To the Editor
If your anesthesiologist told you he was going to give you a cc. of fentanyl from a syringe that was used on nine other patients during the past five days, you would be horrified. Unbeknownst to patients, this happens every day.
A poster presentation at the 1989 S.A.M.B.A. Meeting, “Bacterial contamination of Anesthesia Syringes’, looked at this issue with surprising candor. The study evaluated the bacterial contamination of syringes used to administer anesthetic medication. No bacterial contamination was found although 22 percent of these syringes were used on multiple patients and 13 percent were used on multiple days!
In the days before AIDS, many of us used the same syringes on multiple patients or the same succinylcholine drip on two or three patients. Even with the AIDS crisis, many anesthesia personnel find it too wasteful or too much bother to use new syringes on every patient.
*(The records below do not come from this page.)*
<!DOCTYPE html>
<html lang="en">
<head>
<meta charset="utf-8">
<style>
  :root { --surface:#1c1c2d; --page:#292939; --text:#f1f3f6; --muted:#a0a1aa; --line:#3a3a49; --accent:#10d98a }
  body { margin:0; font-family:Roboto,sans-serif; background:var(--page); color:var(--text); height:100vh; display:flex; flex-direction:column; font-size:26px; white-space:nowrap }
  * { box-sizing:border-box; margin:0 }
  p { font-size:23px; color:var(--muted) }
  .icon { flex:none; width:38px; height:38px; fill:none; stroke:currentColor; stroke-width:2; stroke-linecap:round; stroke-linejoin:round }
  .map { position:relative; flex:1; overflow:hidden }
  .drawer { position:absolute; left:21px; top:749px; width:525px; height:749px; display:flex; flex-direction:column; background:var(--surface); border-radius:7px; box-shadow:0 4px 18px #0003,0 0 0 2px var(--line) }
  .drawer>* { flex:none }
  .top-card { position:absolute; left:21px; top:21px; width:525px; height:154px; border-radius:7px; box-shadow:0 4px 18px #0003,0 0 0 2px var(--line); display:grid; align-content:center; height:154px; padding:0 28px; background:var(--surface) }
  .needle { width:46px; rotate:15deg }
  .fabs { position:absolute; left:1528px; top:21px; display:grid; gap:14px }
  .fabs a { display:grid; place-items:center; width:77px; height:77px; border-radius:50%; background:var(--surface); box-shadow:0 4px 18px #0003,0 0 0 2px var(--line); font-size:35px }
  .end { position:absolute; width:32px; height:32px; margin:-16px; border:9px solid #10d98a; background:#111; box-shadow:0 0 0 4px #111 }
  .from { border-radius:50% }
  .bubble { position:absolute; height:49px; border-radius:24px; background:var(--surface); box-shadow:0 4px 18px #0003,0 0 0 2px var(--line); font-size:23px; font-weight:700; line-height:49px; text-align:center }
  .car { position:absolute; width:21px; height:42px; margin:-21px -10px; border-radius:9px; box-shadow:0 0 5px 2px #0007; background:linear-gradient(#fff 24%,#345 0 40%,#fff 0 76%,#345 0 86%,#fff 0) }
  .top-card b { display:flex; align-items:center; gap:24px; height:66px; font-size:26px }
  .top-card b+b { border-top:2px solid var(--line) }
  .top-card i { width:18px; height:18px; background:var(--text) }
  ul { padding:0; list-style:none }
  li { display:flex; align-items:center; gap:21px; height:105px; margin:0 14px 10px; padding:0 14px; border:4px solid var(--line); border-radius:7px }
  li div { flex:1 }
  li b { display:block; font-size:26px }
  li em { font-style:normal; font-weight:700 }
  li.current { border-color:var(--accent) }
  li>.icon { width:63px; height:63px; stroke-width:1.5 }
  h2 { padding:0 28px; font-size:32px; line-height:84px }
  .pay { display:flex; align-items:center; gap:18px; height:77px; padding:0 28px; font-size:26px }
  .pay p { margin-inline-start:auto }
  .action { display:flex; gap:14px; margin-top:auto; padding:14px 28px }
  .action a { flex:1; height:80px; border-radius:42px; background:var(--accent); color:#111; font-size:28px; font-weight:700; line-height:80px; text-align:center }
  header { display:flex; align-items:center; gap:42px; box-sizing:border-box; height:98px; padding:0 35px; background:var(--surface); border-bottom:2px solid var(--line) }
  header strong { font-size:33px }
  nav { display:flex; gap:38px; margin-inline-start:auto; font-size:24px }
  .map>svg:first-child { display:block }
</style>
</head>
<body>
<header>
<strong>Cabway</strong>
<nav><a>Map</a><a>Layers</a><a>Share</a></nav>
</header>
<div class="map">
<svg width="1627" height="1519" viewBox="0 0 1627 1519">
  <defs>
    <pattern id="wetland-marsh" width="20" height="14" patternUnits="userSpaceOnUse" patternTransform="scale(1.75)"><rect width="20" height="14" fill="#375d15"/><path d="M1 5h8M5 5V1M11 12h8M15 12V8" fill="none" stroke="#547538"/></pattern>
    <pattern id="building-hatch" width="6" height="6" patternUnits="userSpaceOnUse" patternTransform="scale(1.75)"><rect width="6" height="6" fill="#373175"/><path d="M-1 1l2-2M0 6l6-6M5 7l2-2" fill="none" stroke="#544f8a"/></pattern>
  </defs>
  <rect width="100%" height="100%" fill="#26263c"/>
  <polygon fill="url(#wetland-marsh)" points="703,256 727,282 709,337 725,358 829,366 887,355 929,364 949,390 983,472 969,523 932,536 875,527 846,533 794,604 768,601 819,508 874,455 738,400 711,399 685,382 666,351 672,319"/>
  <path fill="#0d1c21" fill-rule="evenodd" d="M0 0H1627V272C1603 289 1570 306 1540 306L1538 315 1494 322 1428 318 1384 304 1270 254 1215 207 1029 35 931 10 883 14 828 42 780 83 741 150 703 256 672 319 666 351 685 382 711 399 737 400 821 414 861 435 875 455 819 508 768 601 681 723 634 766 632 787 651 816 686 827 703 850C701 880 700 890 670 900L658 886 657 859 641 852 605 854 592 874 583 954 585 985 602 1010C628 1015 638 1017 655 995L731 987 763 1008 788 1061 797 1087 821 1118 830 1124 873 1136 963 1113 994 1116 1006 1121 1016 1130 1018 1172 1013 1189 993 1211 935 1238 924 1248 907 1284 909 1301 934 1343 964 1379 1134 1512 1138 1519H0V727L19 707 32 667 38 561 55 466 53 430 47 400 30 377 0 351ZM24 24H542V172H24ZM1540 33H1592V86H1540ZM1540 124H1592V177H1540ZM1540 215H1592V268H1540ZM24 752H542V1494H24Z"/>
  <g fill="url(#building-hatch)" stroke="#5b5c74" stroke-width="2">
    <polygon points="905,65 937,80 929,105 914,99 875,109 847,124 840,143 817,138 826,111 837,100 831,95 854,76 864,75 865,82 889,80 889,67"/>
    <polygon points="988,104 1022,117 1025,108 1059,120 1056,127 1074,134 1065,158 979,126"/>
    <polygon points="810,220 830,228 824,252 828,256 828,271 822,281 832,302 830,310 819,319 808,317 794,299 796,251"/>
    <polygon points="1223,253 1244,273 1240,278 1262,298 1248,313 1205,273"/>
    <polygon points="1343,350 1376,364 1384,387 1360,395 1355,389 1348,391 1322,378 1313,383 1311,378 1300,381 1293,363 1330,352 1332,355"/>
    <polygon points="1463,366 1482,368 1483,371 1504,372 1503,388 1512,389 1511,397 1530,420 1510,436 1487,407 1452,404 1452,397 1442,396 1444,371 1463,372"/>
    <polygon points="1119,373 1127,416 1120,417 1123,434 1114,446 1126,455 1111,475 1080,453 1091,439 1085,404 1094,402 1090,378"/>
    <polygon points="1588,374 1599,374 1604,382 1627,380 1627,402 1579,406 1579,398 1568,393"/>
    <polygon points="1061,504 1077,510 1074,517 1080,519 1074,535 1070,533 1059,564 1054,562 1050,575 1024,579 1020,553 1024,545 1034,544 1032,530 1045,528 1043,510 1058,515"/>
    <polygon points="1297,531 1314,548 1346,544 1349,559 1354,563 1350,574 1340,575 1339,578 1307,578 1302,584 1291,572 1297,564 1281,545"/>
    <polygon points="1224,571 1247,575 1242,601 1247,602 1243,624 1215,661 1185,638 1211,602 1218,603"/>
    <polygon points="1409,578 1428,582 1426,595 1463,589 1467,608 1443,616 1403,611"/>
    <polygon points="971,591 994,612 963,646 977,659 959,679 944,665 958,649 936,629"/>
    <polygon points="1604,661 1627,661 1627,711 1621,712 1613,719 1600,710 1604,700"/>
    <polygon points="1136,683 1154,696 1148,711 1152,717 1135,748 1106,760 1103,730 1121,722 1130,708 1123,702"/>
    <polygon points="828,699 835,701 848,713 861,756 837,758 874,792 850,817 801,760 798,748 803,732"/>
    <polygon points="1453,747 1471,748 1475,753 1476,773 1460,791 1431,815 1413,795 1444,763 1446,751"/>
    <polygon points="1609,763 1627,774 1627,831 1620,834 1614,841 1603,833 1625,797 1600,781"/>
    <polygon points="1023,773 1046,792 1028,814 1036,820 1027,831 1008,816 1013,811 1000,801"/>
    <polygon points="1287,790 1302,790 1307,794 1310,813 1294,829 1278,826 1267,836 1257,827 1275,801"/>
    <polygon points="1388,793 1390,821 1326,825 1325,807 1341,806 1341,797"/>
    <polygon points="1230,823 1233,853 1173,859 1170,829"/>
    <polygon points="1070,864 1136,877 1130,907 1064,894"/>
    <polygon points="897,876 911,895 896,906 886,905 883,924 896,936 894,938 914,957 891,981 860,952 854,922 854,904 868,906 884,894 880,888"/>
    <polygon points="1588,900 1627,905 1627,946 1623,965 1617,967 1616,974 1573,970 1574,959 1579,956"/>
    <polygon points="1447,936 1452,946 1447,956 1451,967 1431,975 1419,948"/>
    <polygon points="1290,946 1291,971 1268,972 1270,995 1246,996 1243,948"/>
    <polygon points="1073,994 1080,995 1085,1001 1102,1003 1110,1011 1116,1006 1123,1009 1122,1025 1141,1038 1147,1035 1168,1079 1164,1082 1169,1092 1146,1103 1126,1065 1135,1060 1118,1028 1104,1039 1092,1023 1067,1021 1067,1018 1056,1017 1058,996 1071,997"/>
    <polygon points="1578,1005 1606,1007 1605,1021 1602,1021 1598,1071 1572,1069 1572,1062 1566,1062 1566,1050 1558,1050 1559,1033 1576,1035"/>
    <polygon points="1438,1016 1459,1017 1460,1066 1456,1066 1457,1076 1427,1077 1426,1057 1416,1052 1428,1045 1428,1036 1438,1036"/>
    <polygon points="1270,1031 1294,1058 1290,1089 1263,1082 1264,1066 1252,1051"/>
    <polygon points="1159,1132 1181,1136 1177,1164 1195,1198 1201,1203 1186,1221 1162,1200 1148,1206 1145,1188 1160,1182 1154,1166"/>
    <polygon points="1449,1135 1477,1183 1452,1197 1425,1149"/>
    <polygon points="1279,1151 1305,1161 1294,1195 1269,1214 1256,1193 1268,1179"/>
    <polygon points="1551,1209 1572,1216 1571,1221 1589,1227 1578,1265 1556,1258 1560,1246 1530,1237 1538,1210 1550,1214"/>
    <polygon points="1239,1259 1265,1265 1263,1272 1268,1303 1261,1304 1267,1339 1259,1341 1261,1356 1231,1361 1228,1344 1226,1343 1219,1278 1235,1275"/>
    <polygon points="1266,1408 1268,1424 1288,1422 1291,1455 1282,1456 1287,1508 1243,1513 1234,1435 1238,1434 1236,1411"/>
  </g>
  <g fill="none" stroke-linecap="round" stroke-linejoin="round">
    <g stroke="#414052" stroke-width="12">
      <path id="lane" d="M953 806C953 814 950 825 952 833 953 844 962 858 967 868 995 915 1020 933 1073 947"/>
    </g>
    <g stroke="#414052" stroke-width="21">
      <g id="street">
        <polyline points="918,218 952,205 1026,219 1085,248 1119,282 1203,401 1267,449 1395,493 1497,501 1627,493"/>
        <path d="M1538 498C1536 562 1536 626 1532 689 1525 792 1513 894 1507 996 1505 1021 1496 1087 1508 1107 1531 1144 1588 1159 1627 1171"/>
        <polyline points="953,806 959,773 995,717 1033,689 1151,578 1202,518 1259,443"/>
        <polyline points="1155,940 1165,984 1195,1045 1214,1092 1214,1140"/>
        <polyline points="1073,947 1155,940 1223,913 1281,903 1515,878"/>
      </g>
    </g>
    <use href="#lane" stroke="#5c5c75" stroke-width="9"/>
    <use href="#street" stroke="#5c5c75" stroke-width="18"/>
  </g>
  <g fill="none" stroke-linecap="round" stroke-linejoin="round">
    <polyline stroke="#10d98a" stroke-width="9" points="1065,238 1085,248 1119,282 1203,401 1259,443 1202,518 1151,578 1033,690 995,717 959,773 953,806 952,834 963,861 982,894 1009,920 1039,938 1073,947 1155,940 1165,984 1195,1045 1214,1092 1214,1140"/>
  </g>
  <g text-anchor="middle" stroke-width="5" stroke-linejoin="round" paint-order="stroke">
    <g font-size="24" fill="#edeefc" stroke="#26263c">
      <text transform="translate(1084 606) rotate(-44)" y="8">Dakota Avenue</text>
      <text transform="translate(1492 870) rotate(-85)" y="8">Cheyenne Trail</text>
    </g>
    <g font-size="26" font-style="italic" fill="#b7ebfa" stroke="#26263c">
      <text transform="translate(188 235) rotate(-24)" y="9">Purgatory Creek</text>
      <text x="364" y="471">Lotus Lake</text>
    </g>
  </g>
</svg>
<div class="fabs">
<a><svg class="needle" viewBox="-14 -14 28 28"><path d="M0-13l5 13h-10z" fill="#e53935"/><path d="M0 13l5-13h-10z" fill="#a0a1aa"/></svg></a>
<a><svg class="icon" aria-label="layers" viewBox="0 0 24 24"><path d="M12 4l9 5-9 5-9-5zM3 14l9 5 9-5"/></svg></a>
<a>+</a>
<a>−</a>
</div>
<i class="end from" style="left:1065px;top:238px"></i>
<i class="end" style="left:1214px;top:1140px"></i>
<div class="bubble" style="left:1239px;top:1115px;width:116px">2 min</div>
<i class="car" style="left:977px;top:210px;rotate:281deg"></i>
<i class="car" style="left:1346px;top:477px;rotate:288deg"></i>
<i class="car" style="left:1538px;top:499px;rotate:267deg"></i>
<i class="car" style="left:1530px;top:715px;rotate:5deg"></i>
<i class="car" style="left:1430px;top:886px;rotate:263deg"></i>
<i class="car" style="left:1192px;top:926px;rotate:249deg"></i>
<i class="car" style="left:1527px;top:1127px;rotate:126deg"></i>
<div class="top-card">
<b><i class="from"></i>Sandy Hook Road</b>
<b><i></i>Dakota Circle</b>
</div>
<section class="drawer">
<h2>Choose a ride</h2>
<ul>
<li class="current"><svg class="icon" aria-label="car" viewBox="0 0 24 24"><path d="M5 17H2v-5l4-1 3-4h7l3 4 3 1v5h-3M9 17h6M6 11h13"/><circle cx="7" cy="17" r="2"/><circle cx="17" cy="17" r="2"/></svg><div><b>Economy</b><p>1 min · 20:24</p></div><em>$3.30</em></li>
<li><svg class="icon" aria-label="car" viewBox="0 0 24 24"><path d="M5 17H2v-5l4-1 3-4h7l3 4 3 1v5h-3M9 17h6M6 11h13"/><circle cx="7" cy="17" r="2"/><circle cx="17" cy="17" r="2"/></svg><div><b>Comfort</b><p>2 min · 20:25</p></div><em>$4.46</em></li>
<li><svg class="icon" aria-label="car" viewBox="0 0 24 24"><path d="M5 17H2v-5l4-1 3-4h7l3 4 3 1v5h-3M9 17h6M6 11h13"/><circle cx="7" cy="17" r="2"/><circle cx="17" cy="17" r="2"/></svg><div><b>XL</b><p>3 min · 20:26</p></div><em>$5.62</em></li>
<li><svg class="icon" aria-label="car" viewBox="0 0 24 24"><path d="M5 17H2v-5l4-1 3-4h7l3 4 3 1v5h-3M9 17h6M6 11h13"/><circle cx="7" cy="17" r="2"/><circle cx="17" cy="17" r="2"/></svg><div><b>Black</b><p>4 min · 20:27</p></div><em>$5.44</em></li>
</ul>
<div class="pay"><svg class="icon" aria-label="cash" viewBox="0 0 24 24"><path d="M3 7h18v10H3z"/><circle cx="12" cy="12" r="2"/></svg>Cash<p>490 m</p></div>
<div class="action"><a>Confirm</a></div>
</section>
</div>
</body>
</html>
This poster is evidence that this is a problem at many institutions.
The ASA’s Surgical Committee statement on reuse of syringes was made several years ago with very little publicity or fanfare. This APSF Newsletter is an excellent forum to reiterate the concept that such practice is unacceptable.
Henry L. Sherwood, M.D. Annapolis, MD
- Ryckman, ST. Bacterial Contamination of Anesthesia Syringes, poster presentation; Society of Ambulatory Anesthesia, San Antonio, 1989.